O amor tem mil jeitos de se mostrar
e nenhum deles é errado, só diferente.
Tem o amor exagerado, aquele que grita pro mundo inteiro
faz serenata na rua às três da manhã,
posta foto com legenda brega que dá vergonha alheia,
mas que pra quem recebe é como oxigênio puro.
Não tem filtro, não tem vergonha,
ama alto, ama escandaloso, ama como se o amanhã não existisse.
Tem o amor romântico de cinema,
aquele que transforma o banal em poesia
com um bilhete no espelho do banheiro,
um café na cama sem motivo,
um “você é linda” dito no momento certo.
Tudo simples, mas feito com tanto cuidado
que vira verso sem precisar rimar.
Tem o amor minimalista, calado, seco por fora
não manda mensagem toda hora, não enche de carinho público,
mas quando você cai, ele já tá lá antes de você pedir.
No olhar dele você lê o “eu tô aqui pra sempre”,
sem precisar de palavra.
É amor que não precisa provar,
porque já provou ficando.
Tem o amor ciumento, que aperta o peito quando vê outro perto,
mas que aprende a soltar porque entende que amor não é posse.

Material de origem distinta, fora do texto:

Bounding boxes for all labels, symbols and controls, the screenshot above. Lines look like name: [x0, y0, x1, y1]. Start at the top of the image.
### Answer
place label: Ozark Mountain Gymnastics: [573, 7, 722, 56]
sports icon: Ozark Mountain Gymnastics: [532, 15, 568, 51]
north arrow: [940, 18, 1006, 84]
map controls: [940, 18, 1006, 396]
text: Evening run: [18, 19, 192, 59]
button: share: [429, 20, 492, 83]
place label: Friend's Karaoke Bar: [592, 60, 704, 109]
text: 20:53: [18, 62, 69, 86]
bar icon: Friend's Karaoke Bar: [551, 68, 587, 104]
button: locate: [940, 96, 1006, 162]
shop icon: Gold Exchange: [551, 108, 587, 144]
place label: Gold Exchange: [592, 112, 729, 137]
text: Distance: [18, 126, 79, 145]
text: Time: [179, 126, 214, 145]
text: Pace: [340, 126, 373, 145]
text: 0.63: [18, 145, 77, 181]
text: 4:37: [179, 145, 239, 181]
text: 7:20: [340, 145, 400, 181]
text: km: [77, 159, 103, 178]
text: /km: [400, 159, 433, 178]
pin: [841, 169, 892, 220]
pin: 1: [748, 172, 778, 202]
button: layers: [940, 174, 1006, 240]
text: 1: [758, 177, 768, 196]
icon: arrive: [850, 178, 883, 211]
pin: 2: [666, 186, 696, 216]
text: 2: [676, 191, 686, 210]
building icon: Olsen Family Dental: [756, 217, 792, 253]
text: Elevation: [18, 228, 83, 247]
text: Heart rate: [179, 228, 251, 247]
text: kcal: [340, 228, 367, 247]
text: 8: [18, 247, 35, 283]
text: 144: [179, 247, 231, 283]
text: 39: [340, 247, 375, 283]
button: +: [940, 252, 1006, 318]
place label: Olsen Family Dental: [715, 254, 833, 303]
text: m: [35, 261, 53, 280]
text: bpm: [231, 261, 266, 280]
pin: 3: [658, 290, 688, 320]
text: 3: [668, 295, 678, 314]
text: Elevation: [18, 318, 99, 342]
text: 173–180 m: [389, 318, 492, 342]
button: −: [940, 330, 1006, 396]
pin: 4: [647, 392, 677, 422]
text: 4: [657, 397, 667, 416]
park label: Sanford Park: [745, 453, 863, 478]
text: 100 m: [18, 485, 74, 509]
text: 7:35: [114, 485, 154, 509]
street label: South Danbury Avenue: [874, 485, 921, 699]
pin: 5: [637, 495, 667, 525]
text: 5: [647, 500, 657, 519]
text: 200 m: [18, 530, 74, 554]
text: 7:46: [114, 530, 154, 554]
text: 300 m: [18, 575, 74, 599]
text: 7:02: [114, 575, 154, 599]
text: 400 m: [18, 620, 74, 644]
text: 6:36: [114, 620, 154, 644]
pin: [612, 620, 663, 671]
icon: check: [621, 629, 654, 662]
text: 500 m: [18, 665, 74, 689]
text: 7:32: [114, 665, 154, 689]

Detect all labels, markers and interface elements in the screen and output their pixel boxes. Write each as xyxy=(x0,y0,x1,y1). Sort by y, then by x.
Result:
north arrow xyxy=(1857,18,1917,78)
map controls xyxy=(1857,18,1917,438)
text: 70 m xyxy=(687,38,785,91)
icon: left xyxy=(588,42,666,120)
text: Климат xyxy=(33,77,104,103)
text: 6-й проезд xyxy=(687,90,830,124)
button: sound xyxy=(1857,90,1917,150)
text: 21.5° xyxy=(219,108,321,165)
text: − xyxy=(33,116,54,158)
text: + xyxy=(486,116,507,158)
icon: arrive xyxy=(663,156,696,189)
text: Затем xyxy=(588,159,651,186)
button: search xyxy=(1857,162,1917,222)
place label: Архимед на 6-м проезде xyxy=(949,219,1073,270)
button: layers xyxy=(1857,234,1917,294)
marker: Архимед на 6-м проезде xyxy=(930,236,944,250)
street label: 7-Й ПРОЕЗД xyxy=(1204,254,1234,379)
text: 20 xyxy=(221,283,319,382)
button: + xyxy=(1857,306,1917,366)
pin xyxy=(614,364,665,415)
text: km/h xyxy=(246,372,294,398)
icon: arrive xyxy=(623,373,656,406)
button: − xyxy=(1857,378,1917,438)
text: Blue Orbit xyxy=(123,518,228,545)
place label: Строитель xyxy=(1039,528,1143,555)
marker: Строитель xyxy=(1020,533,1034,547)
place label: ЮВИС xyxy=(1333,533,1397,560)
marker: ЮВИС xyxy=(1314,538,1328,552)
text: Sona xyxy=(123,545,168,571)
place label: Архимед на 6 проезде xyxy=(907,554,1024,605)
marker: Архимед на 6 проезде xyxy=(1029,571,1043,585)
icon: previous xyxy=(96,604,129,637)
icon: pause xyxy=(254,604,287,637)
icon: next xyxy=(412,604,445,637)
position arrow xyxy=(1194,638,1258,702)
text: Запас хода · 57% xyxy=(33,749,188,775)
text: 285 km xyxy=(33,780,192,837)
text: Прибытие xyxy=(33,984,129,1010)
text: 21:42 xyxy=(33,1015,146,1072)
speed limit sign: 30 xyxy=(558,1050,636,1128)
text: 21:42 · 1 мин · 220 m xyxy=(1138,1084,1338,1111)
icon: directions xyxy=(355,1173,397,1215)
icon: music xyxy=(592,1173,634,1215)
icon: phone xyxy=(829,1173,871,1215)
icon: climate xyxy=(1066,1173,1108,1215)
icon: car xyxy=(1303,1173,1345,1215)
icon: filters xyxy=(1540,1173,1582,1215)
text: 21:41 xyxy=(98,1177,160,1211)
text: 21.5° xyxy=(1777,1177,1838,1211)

Tem o amor paciente, que espera anos se precisar,
que perdoa sem alarde, que constrói devagar como casa de taipa.
Tem o amor selvagem, que transborda na cama, no beijo, no corpo,
que não explica, só sente e deixa sentir.
Tem o amor companheiro, que divide conta, divide dor, divide silêncio,
que vira rotina bonita sem perder o fogo.
Tem o amor que nasce na amizade,
que vira tudo sem aviso,
e o amor que nasce no ódio e vira paixão doida.
Tem o amor que cura ferida antiga,
e o amor que abre ferida nova só pra ensinar a cicatrizar.
No fim, amor cabe em tudo e em nada ao mesmo tempo.
Tem amor que cabe num sorriso trocado no metrô lotado.
Tem amor que não cabe no mundo inteiro de tão grande,
que transborda cidade, país, vida.
Tem amor que só cabe em olhares furtivos,
que não precisa de palavra pra ser entendido.
Tem amor que cabe num gesto simples:
um copo d’água trazido na febre,
uma mão na nuca depois do dia foda.
Tem amor que cabe em pé no ônibus lotado,
corpo colado, suor misturado, silêncio confortável.
Tem amor que cabe num banco de praça simples,
dois velhos de mãos dadas vendo o sol cair.
Tem amor que cabe num colo que você deita depois do dia cansativo,
cabeça no peito, respiração sincronizada,
e o mundo lá fora pode esperar.
Amor cabe onde a gente deixa ele caber.
Às vezes em gestos mínimos,
às vezes em loucuras gigantes.
E aí,
qual é o seu tipo de amor?
Qual jeito ele se mostra quando ninguém tá olhando?
Qual o que você dá,
e qual o que você ainda tá esperando receber?